DDict Function Smoothing Example
This example demonstrates how to use DragonHPC’s DDict distributed dictionary with checkpointing for a simple distributed smoothing algorithm. It also demonstrates how to use persistence in the DDict to be able to restart from a persisted checkpoint.
The Smoothing Algorithm
The algorithm presented here is primarily intended to showcase a few aspects of the DDict including:
Data sharing across processes
Checkpointing as implemented by the DDict for process synchronization
Checkpoint persistence when a restart of a long computation might be necessary
The smoothing algorithm implements a simple 1D averaging filter where each
element in the array is replaced by the average of itself and its immediate
neighbors. For an array element at position i, the smoothed value becomes:
smoothed[i] = (array[i-1] + array[i] + array[i+1]) / 3
The algorithm proceeds as follows:
It first divides a 1D array into
Nchunks.Then it stores each chunk in a distributed dictionary (
DDict).Once initialized, it launches one Dragon worker process per chunk.
Each worker repeatedly smooths its chunk and at chunk boundaries it uses neighbor values from adjacent chunks.
After each iteration, the worker advances the DDict checkpoint using
ddict.checkpoint().It then writes its updated chunk vector to the DDict for use on the next iteration.
The example supports both in-memory communication between processes and persisted checkpointing.
The entire program is provided at https://github.com/DragonHPC/dragon/tree/main/examples/dragon_data/ddict/smoothing.py and in Listing 14 for your reference.
The algorithm begins by firing up N workers to work on the chunks. Each worker
averages the values of the function by averaging three value at i, i-1, and
i+1 for all i in the chunk assigned to the worker. This works great for the
interior values of the chunk, but the values at the left and right boundaries
depend on values from workers working on neighboring chunks. The code in
Listing 10 shows how a worker retrieves the data it needs from the
chunks to the left or right of its chunk.
1 if chunk_id > 0:
2 left_segment = np.array(ddict[f"chunk_{chunk_id - 1}"])

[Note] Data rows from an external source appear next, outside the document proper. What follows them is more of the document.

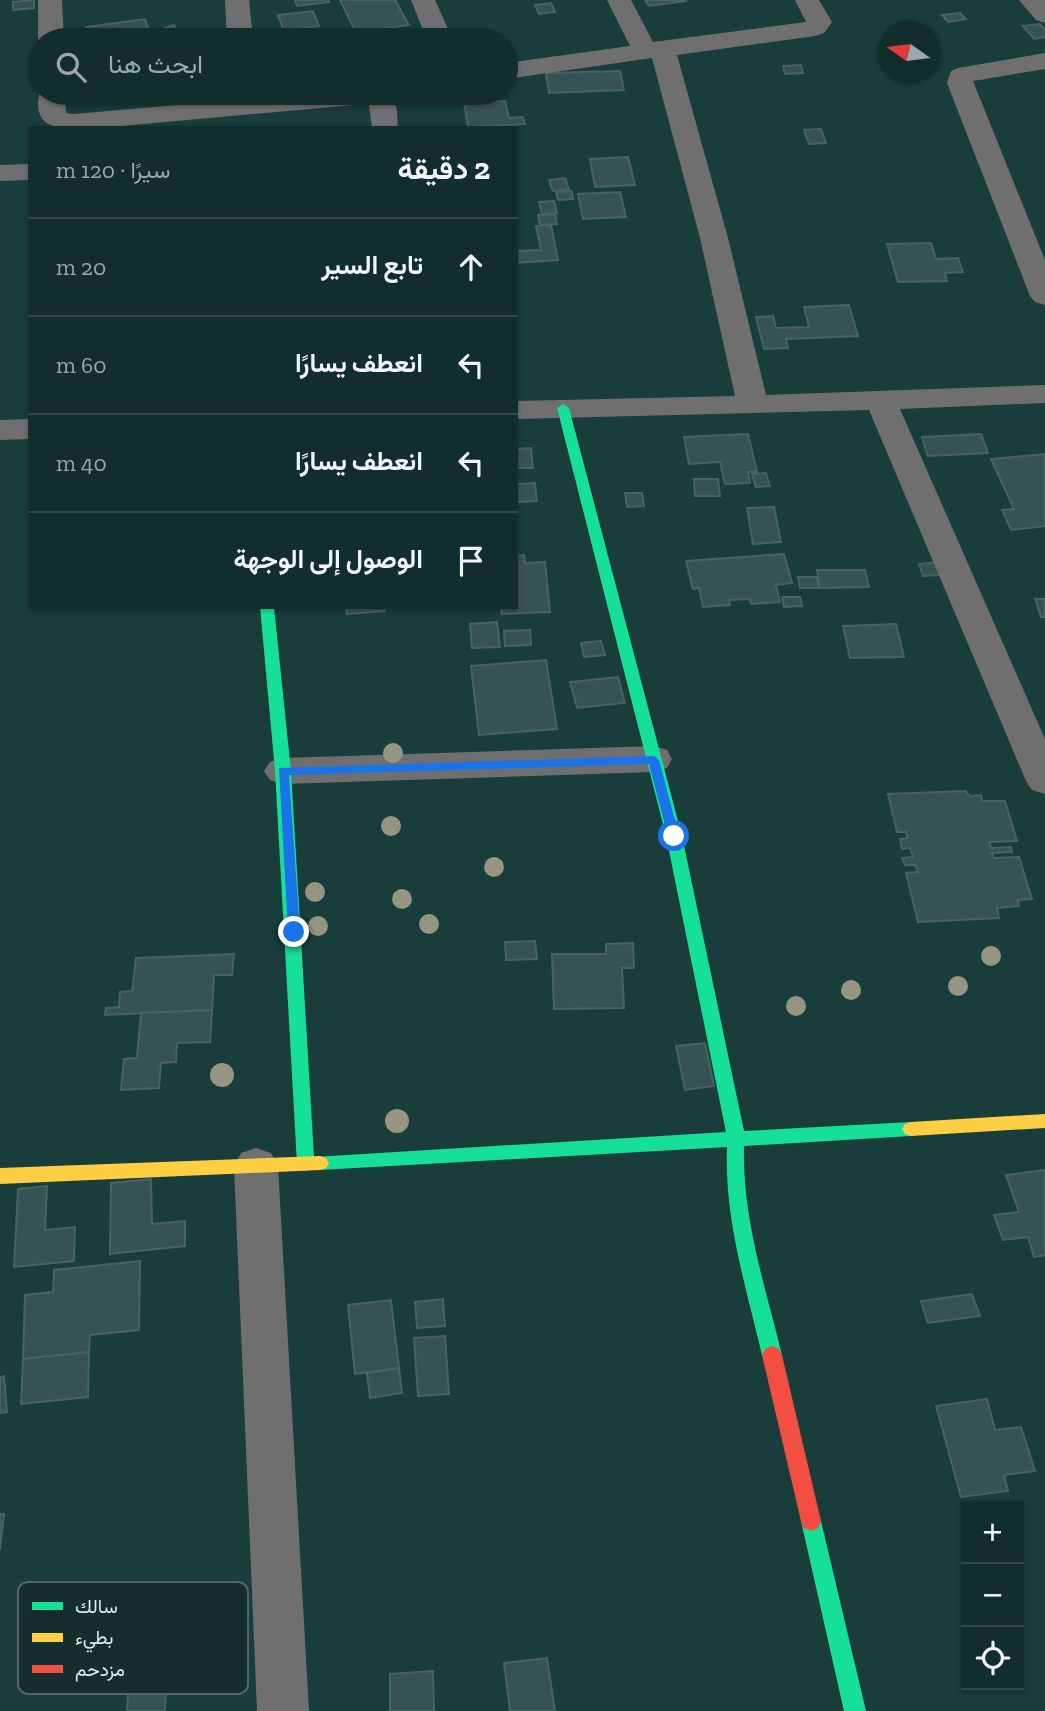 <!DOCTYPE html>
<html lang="ar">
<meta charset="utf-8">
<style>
:root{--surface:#122e2c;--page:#1b3634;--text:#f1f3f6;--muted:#9ca8a9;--line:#314a48}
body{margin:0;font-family:"Zilla Slab",Vazirmatn,serif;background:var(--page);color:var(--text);direction:rtl}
.controls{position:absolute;right:21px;bottom:21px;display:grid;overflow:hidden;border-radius:0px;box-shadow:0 2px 5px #0004}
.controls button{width:63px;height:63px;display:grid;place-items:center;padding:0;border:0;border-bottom:2px solid var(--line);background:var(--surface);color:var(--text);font:35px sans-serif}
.compass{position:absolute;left:877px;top:21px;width:63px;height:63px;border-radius:50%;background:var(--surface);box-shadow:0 2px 5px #0004;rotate:284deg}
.stop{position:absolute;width:21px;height:21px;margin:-16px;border:5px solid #1a73e8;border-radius:50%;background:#fff}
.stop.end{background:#1a73e8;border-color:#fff;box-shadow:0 2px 7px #0008}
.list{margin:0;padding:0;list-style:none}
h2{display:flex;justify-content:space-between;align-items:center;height:91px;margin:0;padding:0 28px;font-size:30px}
h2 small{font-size:23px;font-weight:400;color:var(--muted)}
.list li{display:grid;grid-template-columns:46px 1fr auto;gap:21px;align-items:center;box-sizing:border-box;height:98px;padding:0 28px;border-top:2px solid var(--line)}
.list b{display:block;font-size:26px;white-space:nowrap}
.list em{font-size:23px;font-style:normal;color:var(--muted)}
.icon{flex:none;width:38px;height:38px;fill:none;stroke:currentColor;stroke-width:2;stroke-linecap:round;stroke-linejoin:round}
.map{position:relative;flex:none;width:1045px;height:1711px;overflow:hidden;direction:ltr}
.search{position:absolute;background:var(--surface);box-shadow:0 2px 5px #0004;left:28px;top:28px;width:490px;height:77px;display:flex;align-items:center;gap:18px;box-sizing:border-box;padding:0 24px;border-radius:38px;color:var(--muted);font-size:26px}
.panel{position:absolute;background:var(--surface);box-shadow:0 2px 5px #0004;left:28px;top:126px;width:490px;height:483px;border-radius:0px;direction:rtl}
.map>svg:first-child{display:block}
</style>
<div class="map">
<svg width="1045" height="1711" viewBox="0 0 1045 1711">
<rect width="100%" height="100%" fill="#183d3b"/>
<g fill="#375254" stroke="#486364" stroke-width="2">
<polygon points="34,0 34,8 13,10 13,2"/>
<polygon points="295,0 328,0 329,2 297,6"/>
<polygon points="340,0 395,0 409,25 356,33"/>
<polygon points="645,0 685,0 686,1 649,6"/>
<polygon points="551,3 555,12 539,14 535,5"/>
<polygon points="313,11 319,26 284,31 278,15"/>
<polygon points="960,13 966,19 948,22 942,15"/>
<polygon points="145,19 149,31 89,38 86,27"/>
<polygon points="1040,24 1045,30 1045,37 1034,39 1023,26"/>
<polygon points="174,25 178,34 166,35 167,40 148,40 148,34"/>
<polygon points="801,65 803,73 785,74 783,66"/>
<polygon points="620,71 624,90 549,93 546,73"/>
<polygon points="505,101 509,118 523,117 525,124 468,127 464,103"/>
<polygon points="821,129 826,143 809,144 804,130"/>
<polygon points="628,157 635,185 595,187 590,159"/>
<polygon points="565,178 569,189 553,191 549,180"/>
<polygon points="572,191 573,199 558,200 556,192"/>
<polygon points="620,192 626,217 583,219 578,194"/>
<polygon points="554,201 557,213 542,214 539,202"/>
<polygon points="555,214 557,224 540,225 538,215"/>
<polygon points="551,225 558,260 516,263 516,251 541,250 536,226"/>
<polygon points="931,243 936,259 958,258 963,272 945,273 947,281 898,282 887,244"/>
<polygon points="849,305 858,336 786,339 788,348 764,349 756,317 773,316 776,328 809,327 804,307"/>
<polygon points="748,434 757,472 748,472 750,483 725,484 720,462 689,464 684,437"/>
<polygon points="981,434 988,453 928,456 922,437"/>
<polygon points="531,448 533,468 516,468 516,449"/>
<polygon points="1045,454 1045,526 1011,530 1002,510 1014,509 991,459"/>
<polygon points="766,473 770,486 756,487 752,474"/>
<polygon points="694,479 718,479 720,496 695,496"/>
<polygon points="535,483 537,501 516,502 516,484"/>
<polygon points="625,493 642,493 644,506 627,507"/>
<polygon points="774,507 781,542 753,544 747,508"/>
<polygon points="784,554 792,583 776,585 780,602 751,604 750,599 729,600 730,605 703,607 699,588 693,589 686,561"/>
<polygon points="524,555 525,563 545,562 550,612 502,614 501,607 516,607 516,556"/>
<polygon points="936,562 941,575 923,576 919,564"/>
<polygon points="817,570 865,570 869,587 820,588"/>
<polygon points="798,577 817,577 819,588 800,588"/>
<polygon points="782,597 800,597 802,606 784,607"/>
<polygon points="1035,599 1045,599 1045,617 1041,617"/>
<polygon points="346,607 384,607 385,611 347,614"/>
<polygon points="497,622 500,647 472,648 470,624"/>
<polygon points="896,624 904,657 850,658 843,626"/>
<polygon points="530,630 531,645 505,646 504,631"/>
<polygon points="601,641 605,655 584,657 581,643"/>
<polygon points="546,660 557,729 479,735 471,666"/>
<polygon points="618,677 625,703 577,708 570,682"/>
<polygon points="965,791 970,796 981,795 982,801 1005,801 1017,841 989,842 991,848 1011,847 1012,852 992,853 994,858 1019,857 1032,899 1018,900 1019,906 997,908 999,918 918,922 906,873 918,872 915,865 905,865 902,858 913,857 910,848 902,849 900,839 908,838 906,832 897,832 888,794"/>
<polygon points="535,941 537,959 506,960 505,942"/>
<polygon points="633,943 634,968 622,968 624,1008 554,1009 552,954 606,954 606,944"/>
<polygon points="234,954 232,975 214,975 212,1010 105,1015 106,1008 119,1007 120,992 132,991 136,958"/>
<polygon points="212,1010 210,1042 177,1043 176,1062 161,1063 159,1088 121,1090 124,1059 137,1058 141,1013"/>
<polygon points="705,1043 714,1086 685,1090 676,1046"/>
<polygon points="1045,1170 1045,1255 1034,1257 1028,1237 1003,1240 994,1215 1019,1212 1006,1175"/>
<polygon points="151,1179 152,1224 185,1221 185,1246 110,1254 111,1183"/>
<polygon points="47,1186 45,1230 75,1227 74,1261 14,1267 18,1189"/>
<polygon points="140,1261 139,1330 90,1335 89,1352 23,1359 25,1295 53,1292 54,1270"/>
<polygon points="972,1294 980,1316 928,1323 921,1301"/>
<polygon points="443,1299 445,1326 417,1328 415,1302"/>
<polygon points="391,1300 399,1368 355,1374 348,1305"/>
<polygon points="445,1336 449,1394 418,1396 414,1338"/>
<polygon points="89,1352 88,1397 21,1404 23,1359"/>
<polygon points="399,1368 402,1393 370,1398 367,1373"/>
<polygon points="4,1376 7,1412 0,1413 0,1377"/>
<polygon points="987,1399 995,1430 1021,1427 1035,1471 1004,1475 1008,1491 961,1497 936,1406"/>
<polygon points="0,1514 4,1514 0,1550"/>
<polygon points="547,1658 555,1711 510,1711 504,1663"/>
<polygon points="433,1671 434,1711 390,1711 390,1674"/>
<polygon points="167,1674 165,1711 127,1711 129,1677"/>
</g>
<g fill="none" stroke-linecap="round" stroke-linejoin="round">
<g fill="#706f70" fill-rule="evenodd">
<polygon points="38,0 62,0 64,40 40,40 40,43 38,40"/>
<polygon points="225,0 249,0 253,40 227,40"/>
<polygon points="411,0 435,0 453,40 427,40"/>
<polygon points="607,0 631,0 653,42 806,22 795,0 819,0 832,22 824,33 815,36 677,55 728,238 766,395 1045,385 1045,403 900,409 1045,739 1045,794 1032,790 1026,781 869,410 516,419 516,401 735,396 700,238 652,58 506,79 506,63 630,46"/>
<polygon points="1019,0 1045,0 1045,23 1036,20"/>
<polygon points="1045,53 1045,69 973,81 1045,260 1045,305 1035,302 1030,296 947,83 951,71 958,68"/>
<path d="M40 91 65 93 66 113 74 114 314 93H383C399 98 397 113 398 128H372L369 105 365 104 99 128C69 128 29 136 40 91Z"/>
<polygon points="30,164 30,180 0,181 0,165"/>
<polygon points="30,419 30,439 0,440 0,420"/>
<polygon points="654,746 667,750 672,759 667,768 654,772 283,784 270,780 264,771 270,762 283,758"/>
<polygon points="256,1148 271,1153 278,1166 309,1711 257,1711 234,1166 241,1153"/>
</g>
<g fill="#16e098" fill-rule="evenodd">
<path d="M563 404 569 408 682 836 744 1131 911 1122 917 1124 920 1129 917 1134 911 1136 744 1146C742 1217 765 1286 782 1355L779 1361 772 1364 765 1361 762 1355C746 1287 724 1218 727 1147L320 1170 313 1167 306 1171 300 1169 297 1164 275 771 260 607H274L291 771 314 1157 726 1132 666 836 557 408Z"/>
<polygon points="811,1511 818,1514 821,1521 866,1711 844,1711 801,1521 804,1514"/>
</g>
<g fill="#ffcf43" fill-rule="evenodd">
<polygon points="1045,1114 1045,1128 911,1136 905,1134 902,1129 905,1124 911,1122"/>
<polygon points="320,1156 326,1158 329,1163 326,1168 320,1170 0,1184 0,1168"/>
</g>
<polygon fill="#f24e42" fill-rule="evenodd" points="772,1346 779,1349 782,1355 821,1521 818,1528 811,1531 804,1528 801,1521 762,1355 765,1349"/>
</g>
<g fill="#959581">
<circle cx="393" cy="753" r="10"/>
<circle cx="391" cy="826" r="10"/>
<circle cx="494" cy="867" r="10"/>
<circle cx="315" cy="892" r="10"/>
<circle cx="402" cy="899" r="10"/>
<circle cx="429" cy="924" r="10"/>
<circle cx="318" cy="926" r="10"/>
<circle cx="991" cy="956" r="10"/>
<circle cx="958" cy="986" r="10"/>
<circle cx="851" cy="990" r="10"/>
<circle cx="796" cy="1006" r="10"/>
<circle cx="222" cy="1075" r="12"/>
<circle cx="397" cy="1121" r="12"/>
</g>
<polygon fill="#1a73e8" points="654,756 659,760 679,836 674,840 668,836 649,764 289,775 300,932 294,936 288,932 279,768"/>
<rect x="18" y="1582" width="230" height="112" rx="10" fill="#152d2c" stroke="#4e6866" stroke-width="2"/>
<rect x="32" y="1602" width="31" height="8" fill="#16e098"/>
<rect x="32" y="1633" width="31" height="9" fill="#ffcf43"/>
<rect x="32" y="1665" width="31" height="8" fill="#f24e42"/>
<g font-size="19" fill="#d2f0ed">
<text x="75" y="1613">سالك</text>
<text x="75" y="1644">بطيء</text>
<text x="75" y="1676">مزدحم</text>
</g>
</svg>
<div class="controls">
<button>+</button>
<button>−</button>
<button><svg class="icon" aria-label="locate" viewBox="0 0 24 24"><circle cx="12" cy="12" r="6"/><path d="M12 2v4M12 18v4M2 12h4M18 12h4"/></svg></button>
</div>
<svg class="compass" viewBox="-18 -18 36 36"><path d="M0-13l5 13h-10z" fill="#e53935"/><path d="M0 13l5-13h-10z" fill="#9ca8a9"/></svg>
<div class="stop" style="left:674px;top:836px"></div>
<div class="stop end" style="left:294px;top:932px"></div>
<div class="search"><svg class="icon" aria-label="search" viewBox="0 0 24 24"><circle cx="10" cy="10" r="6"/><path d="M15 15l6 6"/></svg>ابحث هنا</div>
<section class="panel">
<h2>2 دقيقة<small>سيرًا · 120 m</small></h2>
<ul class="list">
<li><svg class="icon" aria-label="ahead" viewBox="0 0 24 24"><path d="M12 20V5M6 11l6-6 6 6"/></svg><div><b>تابع السير</b></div><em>20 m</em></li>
<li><svg class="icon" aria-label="left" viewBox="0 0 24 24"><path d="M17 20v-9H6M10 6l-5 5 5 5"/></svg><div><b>انعطف يسارًا</b></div><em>60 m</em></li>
<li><svg class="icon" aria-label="left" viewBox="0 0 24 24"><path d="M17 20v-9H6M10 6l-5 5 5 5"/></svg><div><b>انعطف يسارًا</b></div><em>40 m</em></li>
<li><svg class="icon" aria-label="arrive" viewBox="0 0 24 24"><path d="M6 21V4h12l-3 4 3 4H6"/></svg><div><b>الوصول إلى الوجهة</b></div></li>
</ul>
</section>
</div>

3 left_val = left_segment[-1]
4 if chunk_id < num_chunks - 1:
5 right_segment = np.array(ddict[f"chunk_{chunk_id + 1}"])
6 right_val = right_segment[0]
Again, since the array is distributed across multiple chunks, each worker process is responsible for smoothing one chunk. However, to compute the smoothed values at the chunk boundaries, workers need access to values from neighboring chunks:
The worker for chunk
kneeds the last element of chunkk-1to smooth its first element.The worker for chunk
kneeds the first element of chunkk+1to smooth its last element.
Workers coordinate through the DDict to read neighbor values before computing each smoothing iteration. This creates a distributed dependency pattern where workers synchronize their reads and writes through the checkpoint mechanism.
The code on lines 2 and 5 of Listing 10 blocks if the data is not available. Initially, all chunks are written to the DDict at checkpoint 0 and since each worker starts at checkpoint 0, they will not block on the first iteration of the algorithm. For all but the first iteration the worker must wait for the next computed average value to compute the average of both the first and last values of the chunk as exhibited in Listing 10.
1 current = smooth_segment(current, left_val, right_val)
2
3 ddict.checkpoint()
4
5 ddict[f"chunk_{chunk_id}"] = current
Once the average of a chunk is completely computed, that new computed value is
the value to be used for the next iteration of the worker. In
Listing 11 the new value is computed by the call to
smooth-segment. Then checkpoint is called to increment the worker’s
checkpoint id, indicating that the client has completed it’s computation at step
i of the iteration. Then on line 5 it stores its new average for the segment to
be used by its neighbors on iteration i+1 of the algorithm. Any client
trying to load a neighbor’s chunk on lines 2 or 4 of Listing 10 will
block until that neighbor has executed line 5 of Listing 11. The
DDict provides the synchronization necesssary to block the workers until data is
available at the current checkpoint.
1 # These two kv pairs do not change on each iteration. They are the same
2 # across all iterations and as such are put into the DDict as persistent
3 # kv pairs. This means they are not affected by checkpointing.
4 ddict.pput("num_chunks", num_chunks)
5 ddict.pput("chunk_size", chunk_size)
There is one additional snippet of code worth mentioning. In Listing 12
the algorithm initially stores num_chunks and chunk_size as two constants
for use by workers. These constant values don’t change and as such they are
called persistent key/value pairs. The don’t change so they are not affected
by checkpointing. If an algorithm needs to store values that do not change with
each iteration, then they probably should be stored using pput as persistent
key/value pairs.
In summary, the algorithm demonstrates how distributed computations can be checkpointed at regular intervals to handle synchronization and communication between workers. The next section describes how checkpoints may be optionally persisted in this example program, demonstrating how persisted checkpoints allow for fault tolerance and the ability to resume long-running computations from intermediate states.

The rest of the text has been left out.